Pase un par de semanas en el pequeño hospital de la comunidad. Aquella población se hizo cargo de mis gastos, y la familia de la mujer que intenté ayudar, me traía alimento todos los días. Mi familia no se enteró de lo sucedido durante mi estancia en ese lugar, ya que me esperaban de vuelta un mes más tarde.

Mi cuerpo poco a poco se fue restableciendo. Tenía muy lastimada la espalda y me habían colocado un yeso para cuidar de ella. El médico me recomendó reposo absoluto al menos durante dos semanas. La herida en mi cabeza estaba cerrando y ya no sentía dolor en mi cuello al moverla. Mi pierna izquierda había recuperado su movilidad, esta era la extremidad que más daño había recibido. Estaba sanando.

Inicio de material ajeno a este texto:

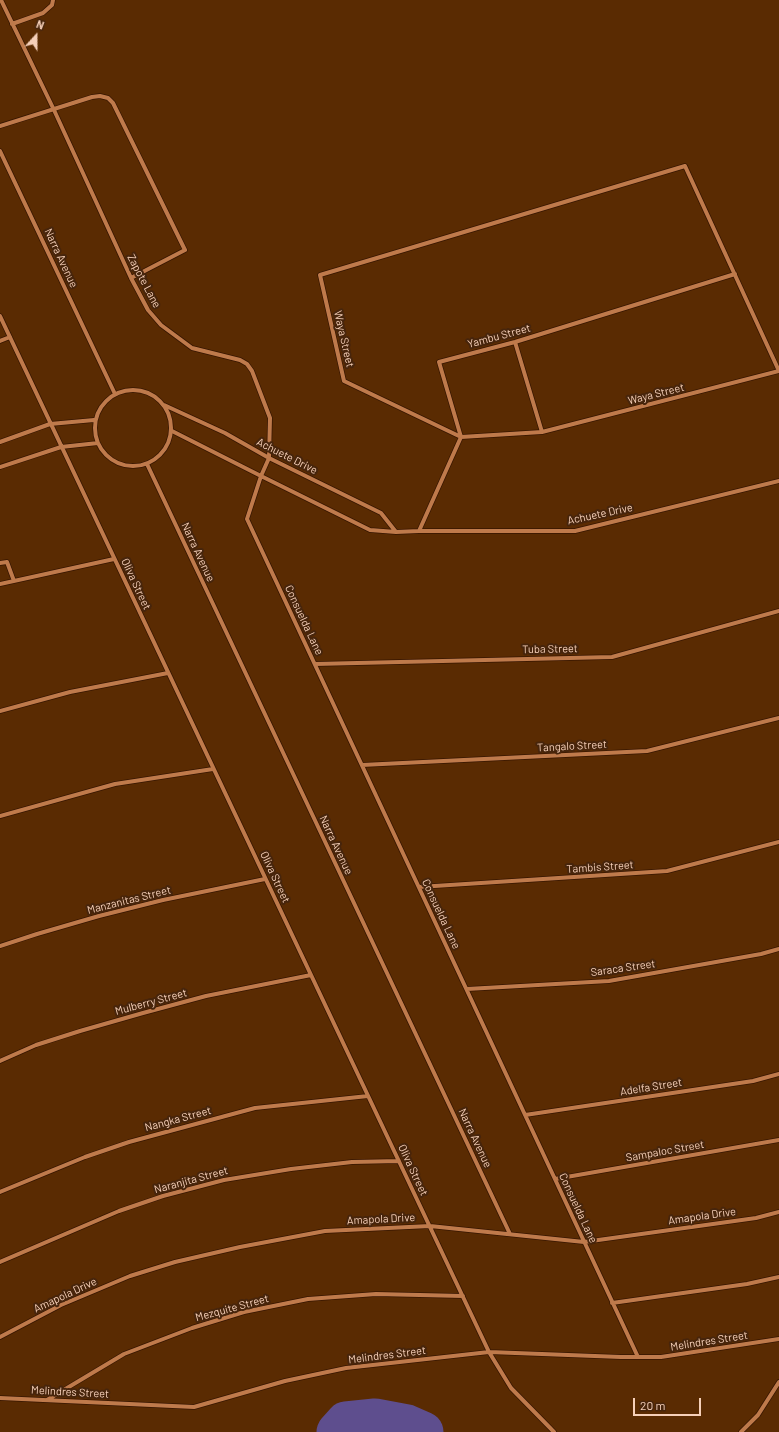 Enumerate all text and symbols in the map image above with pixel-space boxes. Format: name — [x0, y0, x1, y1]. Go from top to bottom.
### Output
north arrow — [16, 16, 56, 56]
text: N — [35, 17, 46, 32]
street label: Narra Avenue — [42, 226, 80, 290]
street label: Zapote Lane — [124, 252, 164, 310]
street label: Waya Street — [331, 310, 357, 368]
street label: Yambu Street — [466, 321, 532, 351]
street label: Waya Street — [627, 381, 685, 407]
street label: Achuete Drive — [254, 435, 320, 477]
street label: Achuete Drive — [566, 501, 634, 527]
street label: Narra Avenue — [179, 520, 217, 584]
street label: Oliva Street — [118, 556, 154, 612]
street label: Consuelda Lane — [282, 583, 326, 657]
street label: Tuba Street — [522, 642, 578, 656]
street label: Tangalo Street — [537, 738, 607, 754]
street label: Narra Avenue — [317, 813, 355, 877]
street label: Oliva Street — [257, 849, 293, 905]
street label: Tambis Street — [566, 858, 634, 876]
street label: Consuelda Lane — [419, 877, 463, 951]
street label: Manzanitas Street — [86, 883, 172, 917]
street label: Saraca Street — [590, 957, 656, 979]
street label: Mulberry Street — [114, 986, 188, 1018]
street label: Adelfa Street — [619, 1076, 683, 1098]
street label: Nangka Street — [143, 1104, 213, 1134]
street label: Narra Avenue — [456, 1106, 494, 1170]
street label: Sampaloc Street — [625, 1138, 705, 1164]
street label: Oliva Street — [395, 1142, 431, 1198]
street label: Naranjita Street — [153, 1164, 229, 1196]
street label: Consuelda Lane — [556, 1171, 600, 1245]
street label: Amapola Drive — [667, 1205, 737, 1227]
street label: Amapola Drive — [347, 1211, 415, 1227]
street label: Amapola Drive — [31, 1275, 99, 1315]
street label: Mezquite Street — [194, 1292, 270, 1324]
street label: Melindres Street — [669, 1328, 749, 1354]
street label: Melindres Street — [347, 1344, 427, 1366]
street label: Melindres Street — [31, 1383, 109, 1401]
scale bar — [635, 1390, 703, 1416]
text: 20 m — [640, 1398, 666, 1412] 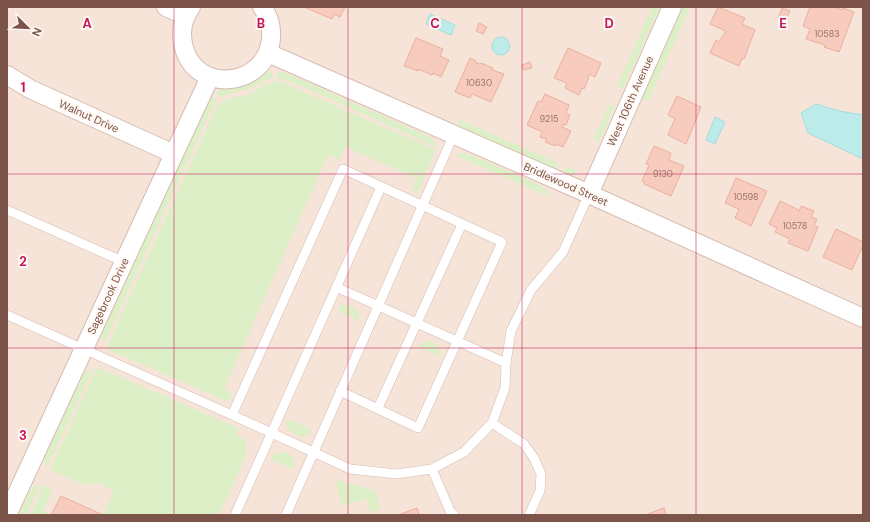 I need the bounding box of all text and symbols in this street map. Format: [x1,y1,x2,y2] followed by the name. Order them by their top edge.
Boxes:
[8,8,48,48] north arrow
[82,15,92,32] text: A
[257,15,265,32] text: B
[430,15,440,32] text: C
[604,15,614,32] text: D
[779,15,787,32] text: E
[29,26,45,39] text: N
[814,28,840,40] house number: 10583
[604,54,656,148] street label: West 106th Avenue
[466,77,492,89] house number: 10630
[21,79,25,96] text: 1
[57,96,121,136] street label: Walnut Drive
[540,113,558,125] house number: 9215
[522,159,610,209] street label: Bridlewood Street
[653,168,673,180] house number: 9130
[733,191,759,203] house number: 10598
[783,220,807,232] house number: 10578
[19,253,27,270] text: 2
[84,256,132,336] street label: Sagebrook Drive
[19,427,27,444] text: 3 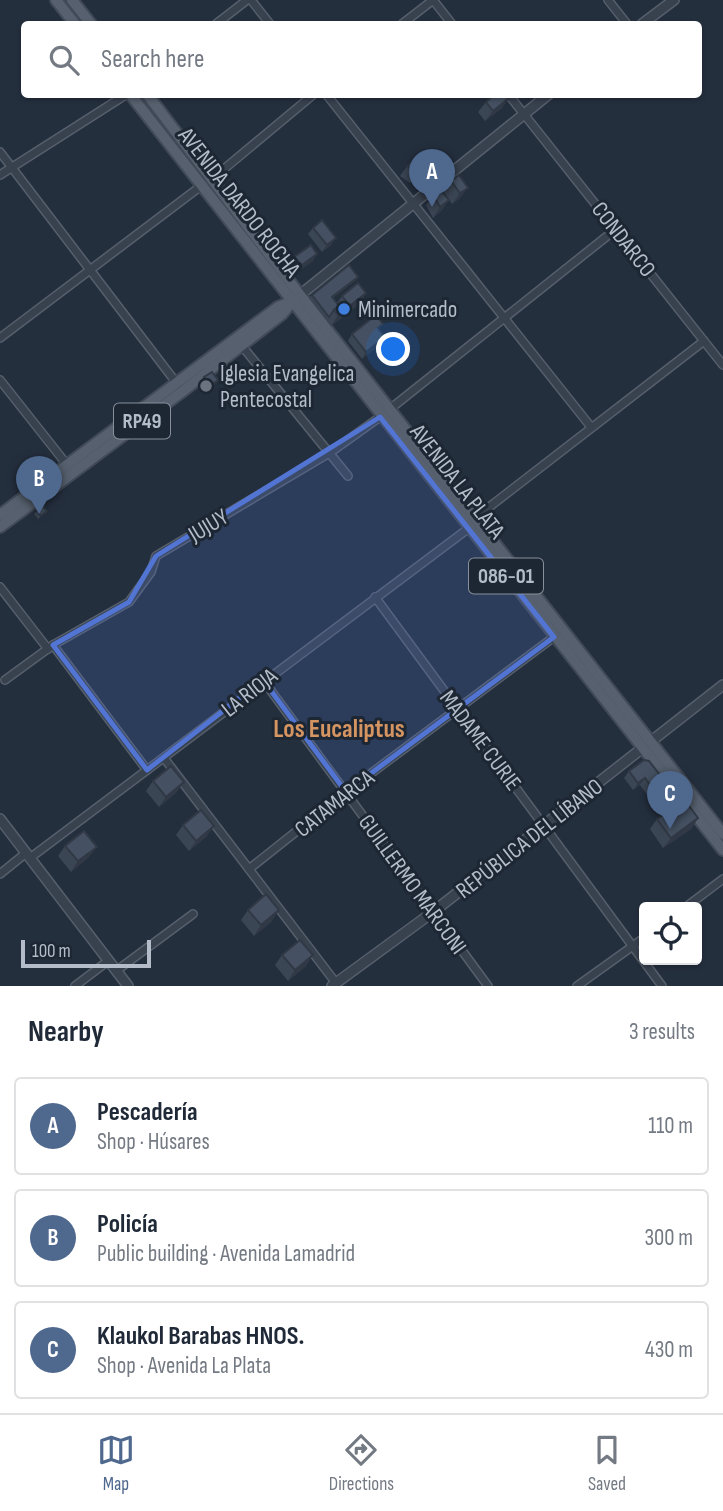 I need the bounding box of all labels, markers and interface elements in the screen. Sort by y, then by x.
search box [21,21,702,98]
icon: search [45,41,83,79]
text: Search here [101,44,204,75]
street label: AVENIDA DARDO ROCHA [171,121,306,283]
pin: A [409,149,455,207]
street label: CONDARCO [585,196,661,283]
place label: Minimercado [358,296,457,324]
marker: Minimercado [336,301,352,317]
your location [376,332,410,366]
place label: Iglesia Evangelica Pentecostal [220,360,354,414]
marker: Iglesia Evangelica Pentecostal [198,378,214,394]
road number: RP49 [114,404,170,438]
street label: AVENIDA LA PLATA [403,418,511,545]
pin: B [16,456,62,514]
street label: JUJUY [183,503,234,549]
road number: 086-01 [469,558,543,594]
street label: LA RIOJA [216,662,283,723]
street label: MADAME CURIE [433,685,527,796]
district label: Los Eucaliptus [273,714,405,745]
street label: CATAMARCA [289,764,380,844]
pin: C [647,771,693,829]
street label: REPÚBLICA DEL LÍBANO [451,773,609,905]
street label: GUILLERMO MARCONI [352,809,472,960]
map controls [639,902,702,965]
button: locate [639,902,702,965]
scale bar [21,937,150,969]
text: 100 m [32,940,71,963]
text: Nearby [28,1014,104,1050]
text: 3 results [629,1018,695,1046]
text: Pescadería [97,1097,198,1128]
text: A [48,1112,58,1140]
text: 110 m [648,1112,693,1140]
text: Shop · Húsares [97,1128,210,1156]
text: Policía [97,1209,158,1240]
text: B [48,1224,58,1252]
text: 300 m [644,1224,693,1252]
text: Public building · Avenida Lamadrid [97,1240,355,1268]
text: Klaukol Barabas HNOS. [97,1321,304,1352]
text: C [47,1336,59,1364]
text: 430 m [645,1336,693,1364]
text: Shop · Avenida La Plata [97,1352,271,1380]
tab: Map [97,1431,135,1496]
tab: Directions [329,1431,394,1496]
tab: Saved [588,1431,626,1496] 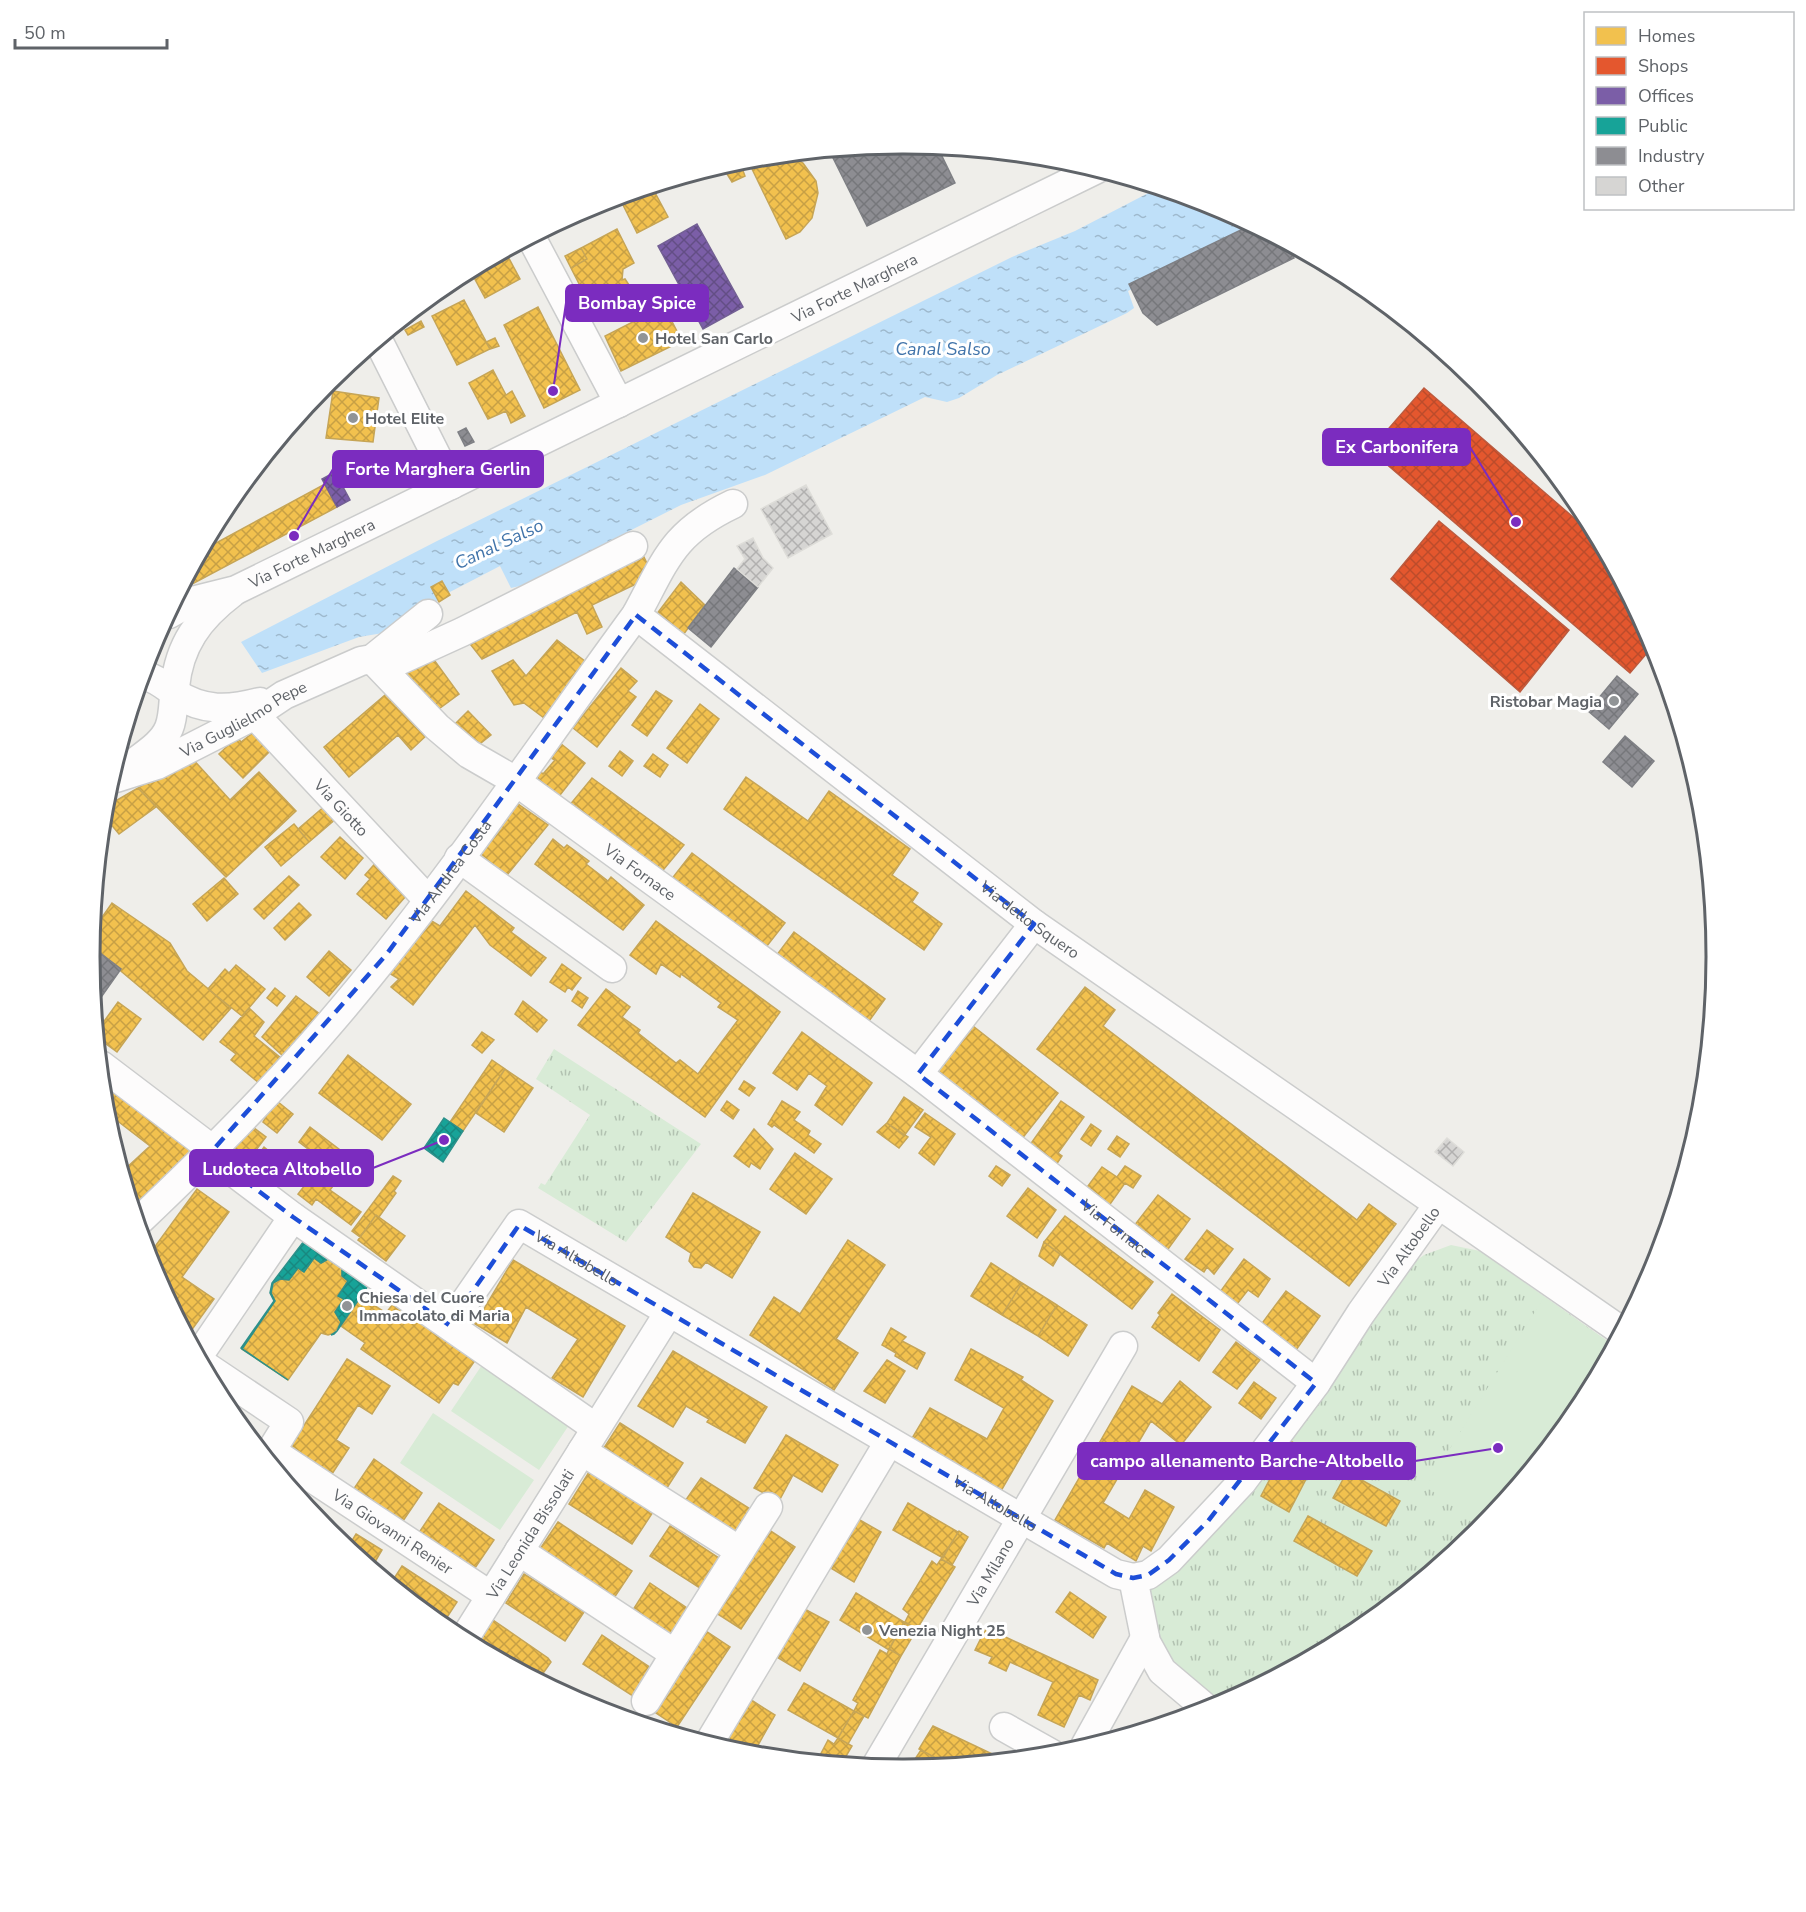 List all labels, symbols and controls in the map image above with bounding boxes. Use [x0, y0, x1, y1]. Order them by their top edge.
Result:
scale bar [15, 12, 166, 50]
legend [1584, 12, 1794, 210]
text: 50 m [24, 21, 66, 45]
text: Homes [1638, 24, 1695, 48]
text: Shops [1638, 54, 1688, 78]
text: Offices [1638, 84, 1694, 108]
text: Public [1638, 114, 1688, 138]
text: Industry [1638, 144, 1705, 168]
text: Other [1638, 174, 1685, 198]
street label: Via Forte Marghera [787, 248, 922, 329]
callout: Bombay Spice [566, 285, 708, 321]
text: Bombay Spice [578, 291, 696, 315]
place label: Hotel San Carlo [655, 328, 773, 350]
marker: Hotel San Carlo [636, 331, 650, 345]
water label: Canal Salso [895, 337, 991, 361]
place label: Hotel Elite [365, 408, 444, 430]
marker: Hotel Elite [346, 411, 360, 425]
callout: Ex Carbonifera [1323, 429, 1470, 465]
text: Ex Carbonifera [1335, 435, 1459, 459]
callout: Forte Marghera Gerlin [333, 451, 543, 487]
text: Forte Marghera Gerlin [345, 457, 531, 481]
water label: Canal Salso [451, 513, 547, 575]
street label: Via Forte Marghera [244, 514, 379, 595]
street label: Via Guglielmo Pepe [176, 676, 311, 764]
place label: Ristobar Magia [1490, 691, 1602, 713]
marker: Ristobar Magia [1607, 694, 1621, 708]
street label: Via Giotto [308, 774, 373, 842]
street label: Via Andrea Costa [404, 815, 497, 930]
street label: Via Fornace [598, 839, 680, 906]
street label: Via dello Squero [974, 875, 1084, 964]
callout: Ludoteca Altobello [190, 1150, 373, 1186]
text: Ludoteca Altobello [202, 1157, 362, 1181]
street label: Via Fornace [1075, 1194, 1156, 1263]
street label: Via Altobello [1372, 1202, 1446, 1292]
street label: Via Altobello [529, 1225, 623, 1292]
place label: Chiesa del Cuore Immacolato di Maria [359, 1287, 510, 1327]
marker: Chiesa del Cuore Immacolato di Maria [340, 1299, 354, 1313]
callout: campo allenamento Barche-Altobello [1078, 1443, 1415, 1479]
text: campo allenamento Barche-Altobello [1090, 1449, 1404, 1473]
street label: Via Leonida Bissolati [481, 1465, 580, 1605]
street label: Via Altobello [948, 1470, 1041, 1537]
street label: Via Giovanni Renier [327, 1484, 457, 1580]
street label: Via Milano [962, 1534, 1020, 1612]
place label: Venezia Night 25 [878, 1620, 1005, 1642]
marker: Venezia Night 25 [860, 1623, 874, 1637]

Tres semanas y media después de lo sucedido. Junto a un gran grupo de acompañantes llegue nuevamente al muelle. Me disponía a regresar a mi hogar. Dos hombres se ofrecieron para llevarme de vuelta. Algunos creyentes, llenos de fe, oraron por mí cuando partía. Nunca olvidaré la atención que le dieron a mi persona. Dios, misericordioso, los había enviado aquella noche para confortarme.

Me despedí de ellos ofreciéndoles volver con mi familia. Mi barca se hizo a la mar. Me acompañaba uno de los hombres, quien se encargaría de todo durante el viaje. El otro iba en una barca al lado, en ella regresarían después. Cuando estábamos como a 100 metros de la orilla, vi hacia donde quedaba el viejo mesón. Alcancé a ver con mi vista la última habitación que daba a la playa. Lo que más resltaba era un renovado balcón con hermosa vista al mar. Dios lo había hecho todo nuevo.